In recent years, many companies have announced going all-in on cloud, but if you’ve been around for a while, you know that multi-year projects rarely end as originally conceived. 

What typically happens is something changes the equation and that “all-in” never quite materializes. Leadership changes. Priorities change. And before you know it you’re in a completely new world and stuck with new technical debt.

A few years ago, Target, after going all-in on Amazon Web Services (AWS), announced they’d be migrating all workloads to Google Cloud. This was strictly a competitive decision, not a technical one. The result? The entire operation had to be migrated to another cloud provider, but in reality the chances of everything being completely moved over were probably small. 

2. Not Us! (Uh … Wait a Second)

What about companies that claim that they will never be in the cloud? 

Again, experience has shown us that eventually some parts of the company will find their way to a cloud. Maybe they’ll just do some development and testing at first, then a little bit more, and then a lot more, until they find they have equal amounts of cloud and on-premises workloads in a phenomenon known by some as “cloud leakage.”

3. Till Marriage Do Us Part

The third common way companies tend to find themselves in hybrid cloud situations is via a merger or acquisition. There they are, happily managing their infrastructure in a single cloud or on premises, and then they acquire a company with a completely different environment, leaving them with the choice to either migrate everything from the other company’s environment to theirs or just learn to live with it. 

Most of the time, as technical debt goes, companies just live with it for the short term and then slowly start migrating things over.

Either way—they’ve just landed themselves in hybrid cloud. 

Cassandra to the Rescue

By the time most companies realize they’re using hybrid cloud, they haven’t even begun to make the deep technological revamps they need to make at the database level to make hybrid cloud work. They’re probably still using legacy technology, or they’re using outdated NoSQL technology designed around the time “hybrid” primarily referred to gas-saving cars. 

Here’s the thing: it’s not too late for these companies, and it’s certainly not over. In fact, the game—or journey—is just beginning. They just need to make the right choices. 

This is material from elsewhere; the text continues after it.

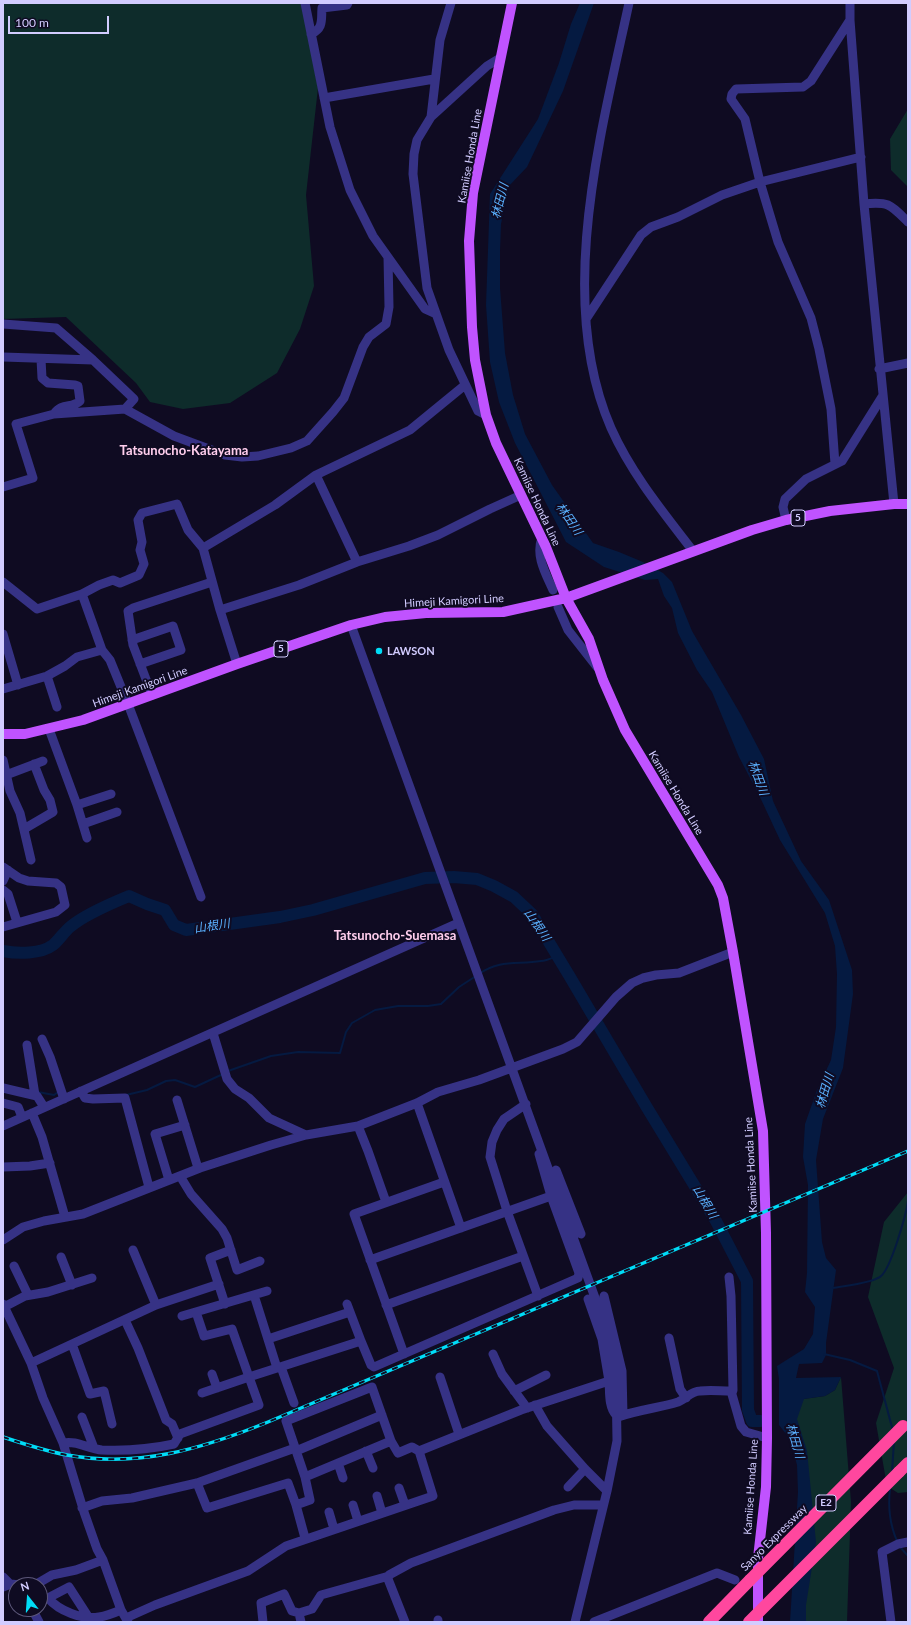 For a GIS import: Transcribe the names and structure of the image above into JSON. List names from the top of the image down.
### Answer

Cassandra was purpose-built for the type of workloads that hybrid cloud demands, because it offers:

  • Masterless/shared-nothing architecture
  • Low latency
  • Flexible consistency guarantees

What do these give organizations? 

For one—the ability to withstand a single server failure (hard enough for most databases). With Cassandra’s architecture, a company can withstand an entire data center outage with no data loss. More importantly, those data centers could be a cloud data center and an on-premises data center, or even multiple cloud data centers. Companies can create highly resilient architectures that are in lockstep with how Cassandra was built from the beginning. 

Highly replicated systems, such as Cassandra’s, also have the added benefit of providing better ways to manage latency. By keeping data as close to users as possible, they get a much better experience. Users in India should not feel the latency hit for a request destined for a server in North America. An added benefit of this is potentially better compliance with local regulations.

Also, because Cassandra is a replicated database designed for developers building applications, it gives companies a variety of choices when it comes to managing consistency. They can dial down to weak consistency, which requires very little coordination and can be very fast, or bring it up to exclusively strong coordinated consistency to guarantee they are the only ones writing a record into the database. 

In short: Cassandra provides the flexibility and control developers need to maintain data integrity as well as latency and distribution.

Hybrid Cloud Use Cases 

Now that you’ve got Cassandra on your side and working for you—what can you do with all of this power? Most workloads that run on a relational database can also run on Cassandra because that’s what it’s designed to do. 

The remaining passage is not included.